— WORK ITEM —
For the entries that follow, restate word for word the line containing "height:28px; margin-top:-14px; transform-origin:0;", the line containing "padding:2px 8px; background:#fff;", and every line that lies between them.
*** THE DATA
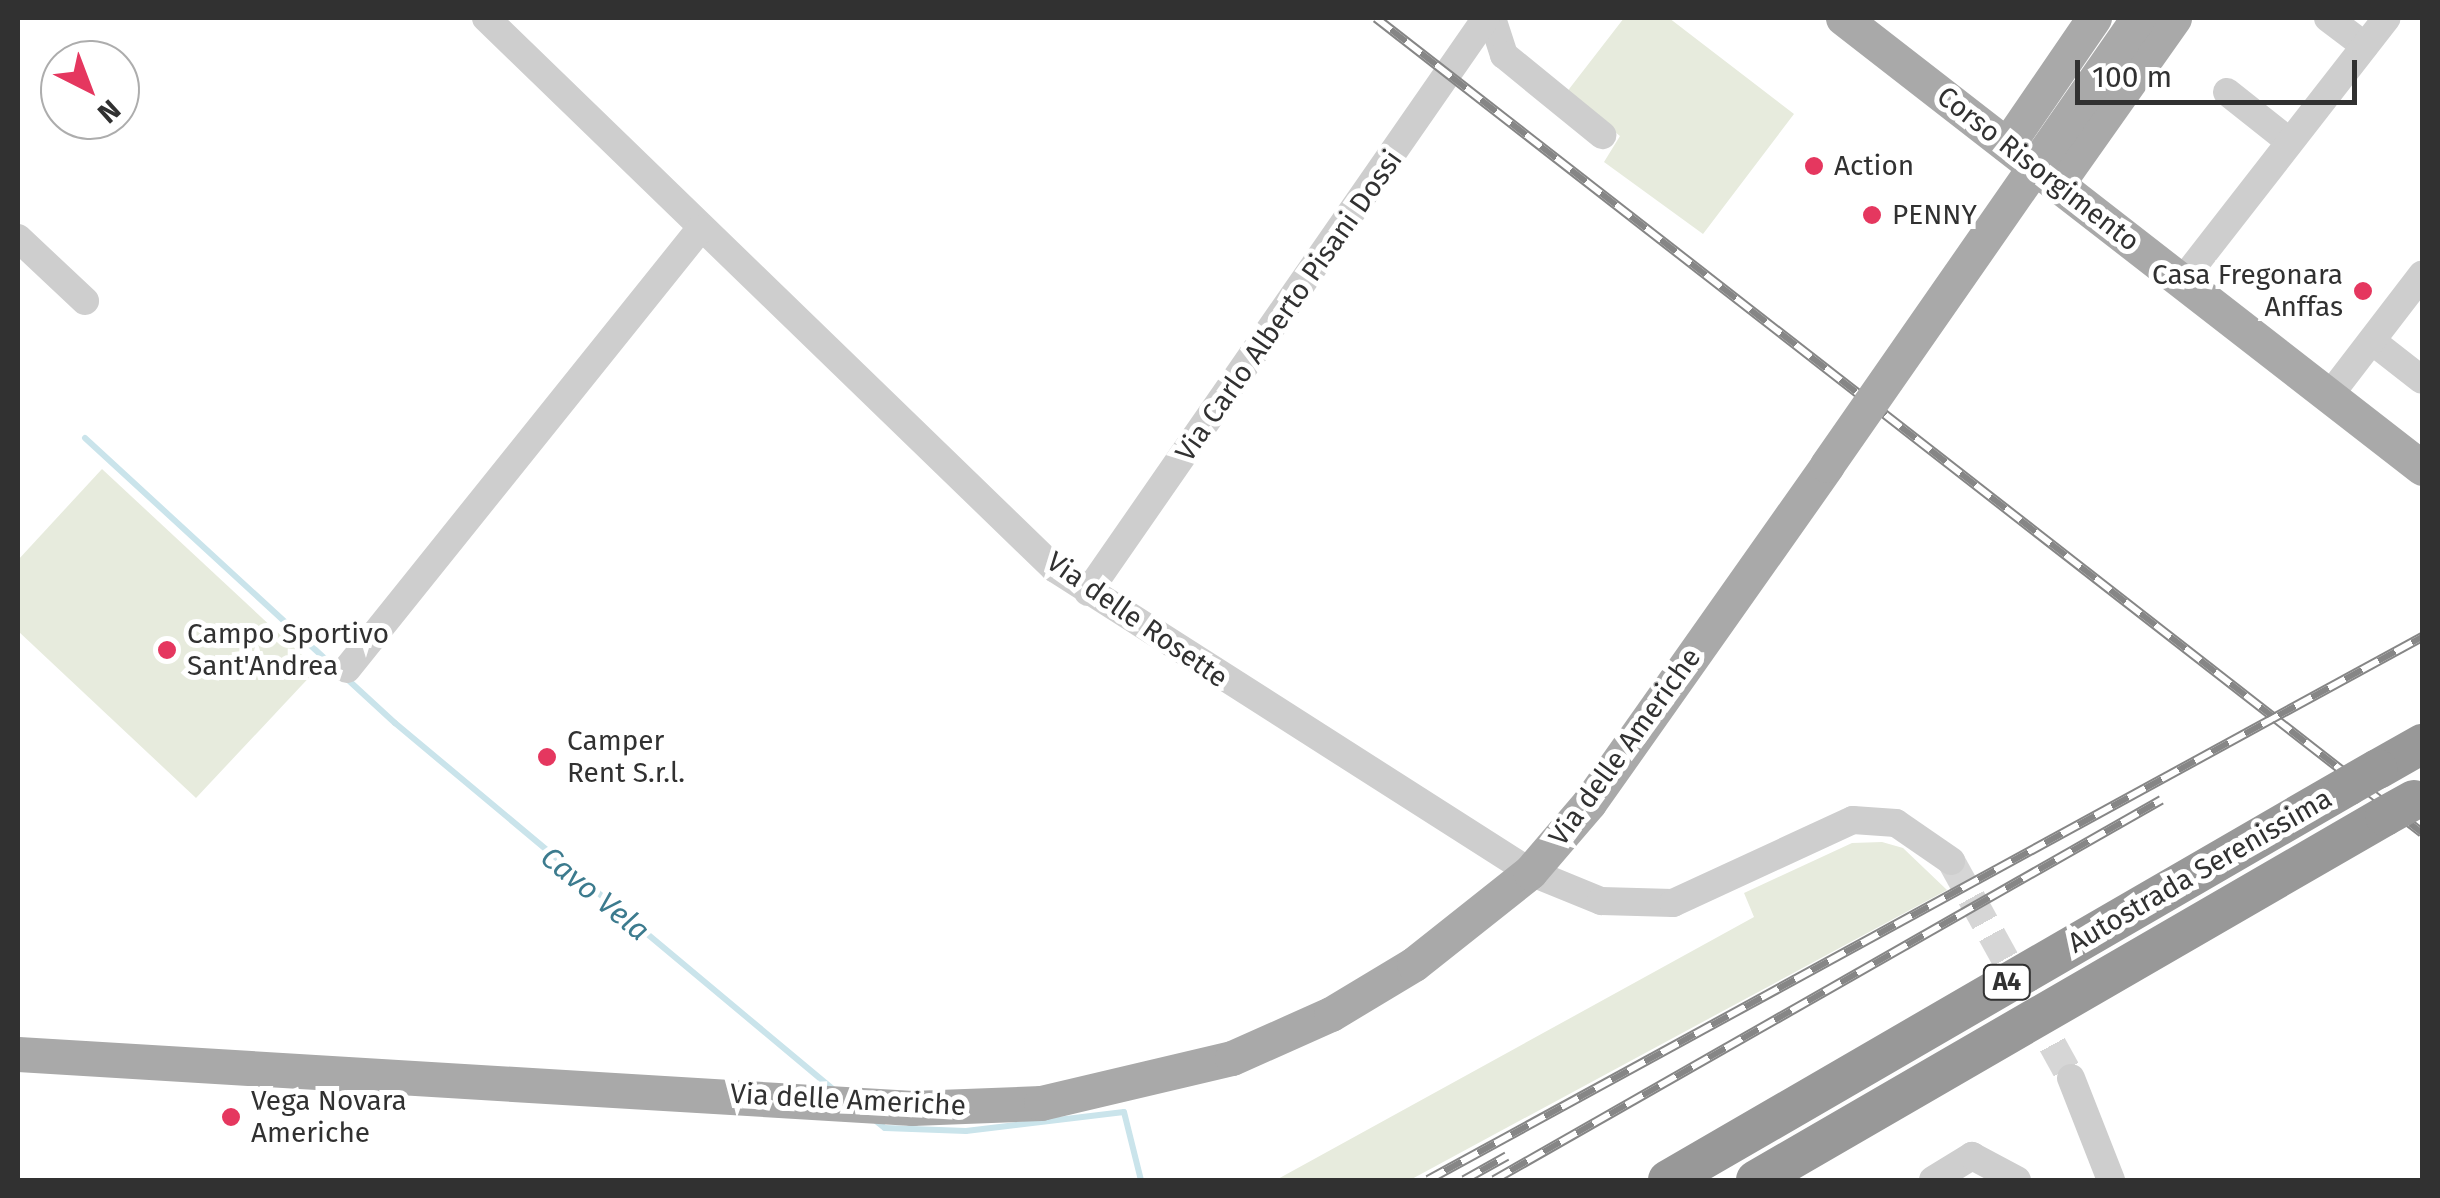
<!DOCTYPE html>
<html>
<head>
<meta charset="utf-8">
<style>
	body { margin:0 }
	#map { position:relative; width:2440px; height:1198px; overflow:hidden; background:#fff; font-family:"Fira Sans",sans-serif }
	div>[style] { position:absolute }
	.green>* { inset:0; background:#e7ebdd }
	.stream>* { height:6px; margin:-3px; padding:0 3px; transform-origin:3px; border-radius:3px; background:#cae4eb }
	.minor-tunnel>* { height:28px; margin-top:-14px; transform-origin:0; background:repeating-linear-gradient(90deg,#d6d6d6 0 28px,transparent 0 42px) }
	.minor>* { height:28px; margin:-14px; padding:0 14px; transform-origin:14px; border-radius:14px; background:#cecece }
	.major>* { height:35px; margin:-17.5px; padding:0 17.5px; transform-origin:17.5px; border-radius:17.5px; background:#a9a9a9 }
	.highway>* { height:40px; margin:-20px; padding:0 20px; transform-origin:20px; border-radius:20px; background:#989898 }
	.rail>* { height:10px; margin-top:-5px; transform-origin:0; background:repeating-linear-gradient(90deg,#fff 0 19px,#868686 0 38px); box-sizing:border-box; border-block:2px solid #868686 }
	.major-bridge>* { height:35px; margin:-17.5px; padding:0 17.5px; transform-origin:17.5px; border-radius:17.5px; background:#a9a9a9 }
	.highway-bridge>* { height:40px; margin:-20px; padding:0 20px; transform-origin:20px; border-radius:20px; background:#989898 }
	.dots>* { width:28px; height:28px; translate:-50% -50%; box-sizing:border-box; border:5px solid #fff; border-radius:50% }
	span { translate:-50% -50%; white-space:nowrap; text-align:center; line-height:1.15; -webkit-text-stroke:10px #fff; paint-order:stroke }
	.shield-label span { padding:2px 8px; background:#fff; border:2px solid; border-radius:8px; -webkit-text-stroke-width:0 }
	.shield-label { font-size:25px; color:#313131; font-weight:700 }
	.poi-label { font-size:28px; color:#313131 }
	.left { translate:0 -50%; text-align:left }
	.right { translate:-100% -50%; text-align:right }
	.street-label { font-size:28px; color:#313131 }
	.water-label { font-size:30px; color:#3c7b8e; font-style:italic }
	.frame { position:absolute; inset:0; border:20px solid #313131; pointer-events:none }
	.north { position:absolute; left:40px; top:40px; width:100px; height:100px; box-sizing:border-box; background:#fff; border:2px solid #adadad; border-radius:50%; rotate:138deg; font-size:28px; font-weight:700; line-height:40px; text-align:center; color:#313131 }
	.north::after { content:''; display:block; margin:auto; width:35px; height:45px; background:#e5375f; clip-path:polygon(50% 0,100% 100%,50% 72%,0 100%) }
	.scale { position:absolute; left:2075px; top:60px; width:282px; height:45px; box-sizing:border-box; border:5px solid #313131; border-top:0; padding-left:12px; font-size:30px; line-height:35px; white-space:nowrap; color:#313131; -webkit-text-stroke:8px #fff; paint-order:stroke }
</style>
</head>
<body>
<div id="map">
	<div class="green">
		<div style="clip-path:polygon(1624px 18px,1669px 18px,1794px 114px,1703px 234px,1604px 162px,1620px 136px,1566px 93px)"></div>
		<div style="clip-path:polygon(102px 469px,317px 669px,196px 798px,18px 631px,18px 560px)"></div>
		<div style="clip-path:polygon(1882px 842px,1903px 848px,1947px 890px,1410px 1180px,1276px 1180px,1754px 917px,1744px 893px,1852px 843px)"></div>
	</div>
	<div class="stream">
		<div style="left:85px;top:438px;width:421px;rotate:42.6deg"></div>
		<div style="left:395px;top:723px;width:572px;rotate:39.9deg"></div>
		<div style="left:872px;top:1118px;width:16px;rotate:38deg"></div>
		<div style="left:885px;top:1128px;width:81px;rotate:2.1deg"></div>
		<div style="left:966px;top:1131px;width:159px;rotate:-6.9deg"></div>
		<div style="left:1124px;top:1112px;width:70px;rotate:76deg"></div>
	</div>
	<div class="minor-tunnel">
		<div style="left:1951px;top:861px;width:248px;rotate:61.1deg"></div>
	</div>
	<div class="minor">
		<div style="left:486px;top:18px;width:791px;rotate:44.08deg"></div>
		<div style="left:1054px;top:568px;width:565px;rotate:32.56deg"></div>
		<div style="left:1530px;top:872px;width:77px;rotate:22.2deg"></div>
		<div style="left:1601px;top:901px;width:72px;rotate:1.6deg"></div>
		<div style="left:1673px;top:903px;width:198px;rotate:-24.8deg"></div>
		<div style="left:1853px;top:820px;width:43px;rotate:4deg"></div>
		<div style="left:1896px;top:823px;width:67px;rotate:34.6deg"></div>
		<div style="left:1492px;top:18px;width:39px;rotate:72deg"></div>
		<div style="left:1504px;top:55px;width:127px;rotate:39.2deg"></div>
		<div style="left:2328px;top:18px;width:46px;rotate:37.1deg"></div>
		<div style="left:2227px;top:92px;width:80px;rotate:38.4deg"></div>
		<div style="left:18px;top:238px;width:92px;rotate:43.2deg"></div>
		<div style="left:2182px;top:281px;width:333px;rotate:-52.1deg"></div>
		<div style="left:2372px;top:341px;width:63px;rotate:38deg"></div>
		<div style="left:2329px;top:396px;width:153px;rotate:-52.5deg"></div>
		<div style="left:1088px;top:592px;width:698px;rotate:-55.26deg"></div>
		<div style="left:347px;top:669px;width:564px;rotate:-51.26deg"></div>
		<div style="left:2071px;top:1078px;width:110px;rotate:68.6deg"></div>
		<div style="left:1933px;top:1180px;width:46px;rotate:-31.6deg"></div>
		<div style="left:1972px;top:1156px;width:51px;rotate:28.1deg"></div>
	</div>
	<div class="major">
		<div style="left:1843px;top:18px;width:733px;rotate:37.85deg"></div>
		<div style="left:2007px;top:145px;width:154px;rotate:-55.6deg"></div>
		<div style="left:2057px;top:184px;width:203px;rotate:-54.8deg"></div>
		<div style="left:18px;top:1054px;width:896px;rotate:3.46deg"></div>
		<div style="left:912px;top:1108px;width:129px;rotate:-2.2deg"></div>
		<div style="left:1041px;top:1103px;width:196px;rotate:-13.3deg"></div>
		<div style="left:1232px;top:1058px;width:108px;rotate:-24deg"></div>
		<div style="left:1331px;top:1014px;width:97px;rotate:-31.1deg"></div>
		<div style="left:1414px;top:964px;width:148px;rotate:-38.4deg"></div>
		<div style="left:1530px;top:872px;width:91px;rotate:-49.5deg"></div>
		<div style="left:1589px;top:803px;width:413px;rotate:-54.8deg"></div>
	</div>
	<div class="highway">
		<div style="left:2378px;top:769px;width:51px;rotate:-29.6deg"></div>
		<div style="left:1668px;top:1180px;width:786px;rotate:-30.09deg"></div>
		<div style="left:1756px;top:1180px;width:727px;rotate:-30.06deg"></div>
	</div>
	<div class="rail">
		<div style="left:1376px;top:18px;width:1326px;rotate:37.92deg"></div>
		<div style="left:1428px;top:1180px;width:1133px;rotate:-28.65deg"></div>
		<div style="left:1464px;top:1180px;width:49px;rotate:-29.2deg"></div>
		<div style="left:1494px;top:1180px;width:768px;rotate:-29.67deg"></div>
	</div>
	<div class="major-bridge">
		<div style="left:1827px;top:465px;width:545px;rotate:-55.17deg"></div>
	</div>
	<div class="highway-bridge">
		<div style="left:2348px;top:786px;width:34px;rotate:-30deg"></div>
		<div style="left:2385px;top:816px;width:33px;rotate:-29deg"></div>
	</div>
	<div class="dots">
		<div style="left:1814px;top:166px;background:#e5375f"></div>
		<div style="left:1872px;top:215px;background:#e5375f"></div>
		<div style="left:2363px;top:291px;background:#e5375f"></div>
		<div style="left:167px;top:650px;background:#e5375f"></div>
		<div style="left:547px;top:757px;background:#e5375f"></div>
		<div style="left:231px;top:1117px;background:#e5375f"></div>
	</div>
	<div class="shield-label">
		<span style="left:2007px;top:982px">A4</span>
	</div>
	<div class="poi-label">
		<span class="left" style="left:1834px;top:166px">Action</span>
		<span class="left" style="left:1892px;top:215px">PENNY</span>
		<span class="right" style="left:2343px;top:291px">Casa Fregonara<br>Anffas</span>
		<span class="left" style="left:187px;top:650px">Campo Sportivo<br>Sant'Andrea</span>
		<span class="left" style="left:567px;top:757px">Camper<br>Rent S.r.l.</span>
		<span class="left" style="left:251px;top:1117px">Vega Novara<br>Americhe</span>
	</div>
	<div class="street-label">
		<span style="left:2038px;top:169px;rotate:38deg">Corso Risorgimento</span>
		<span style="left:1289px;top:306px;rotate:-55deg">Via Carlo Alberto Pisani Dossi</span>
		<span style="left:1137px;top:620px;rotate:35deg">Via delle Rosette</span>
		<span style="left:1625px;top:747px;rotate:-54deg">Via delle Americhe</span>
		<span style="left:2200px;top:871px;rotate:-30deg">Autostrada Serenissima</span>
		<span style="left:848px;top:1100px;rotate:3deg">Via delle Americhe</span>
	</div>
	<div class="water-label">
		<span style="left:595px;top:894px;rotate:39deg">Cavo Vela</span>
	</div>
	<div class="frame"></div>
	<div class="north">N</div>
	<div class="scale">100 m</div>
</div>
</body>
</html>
******
— YOUR SOLUTION —
	.minor-tunnel>* { height:28px; margin-top:-14px; transform-origin:0; background:repeating-linear-gradient(90deg,#d6d6d6 0 28px,transparent 0 42px) }
	.minor>* { height:28px; margin:-14px; padding:0 14px; transform-origin:14px; border-radius:14px; background:#cecece }
	.major>* { height:35px; margin:-17.5px; padding:0 17.5px; transform-origin:17.5px; border-radius:17.5px; background:#a9a9a9 }
	.highway>* { height:40px; margin:-20px; padding:0 20px; transform-origin:20px; border-radius:20px; background:#989898 }
	.rail>* { height:10px; margin-top:-5px; transform-origin:0; background:repeating-linear-gradient(90deg,#fff 0 19px,#868686 0 38px); box-sizing:border-box; border-block:2px solid #868686 }
	.major-bridge>* { height:35px; margin:-17.5px; padding:0 17.5px; transform-origin:17.5px; border-radius:17.5px; background:#a9a9a9 }
	.highway-bridge>* { height:40px; margin:-20px; padding:0 20px; transform-origin:20px; border-radius:20px; background:#989898 }
	.dots>* { width:28px; height:28px; translate:-50% -50%; box-sizing:border-box; border:5px solid #fff; border-radius:50% }
	span { translate:-50% -50%; white-space:nowrap; text-align:center; line-height:1.15; -webkit-text-stroke:10px #fff; paint-order:stroke }
	.shield-label span { padding:2px 8px; background:#fff; border:2px solid; border-radius:8px; -webkit-text-stroke-width:0 }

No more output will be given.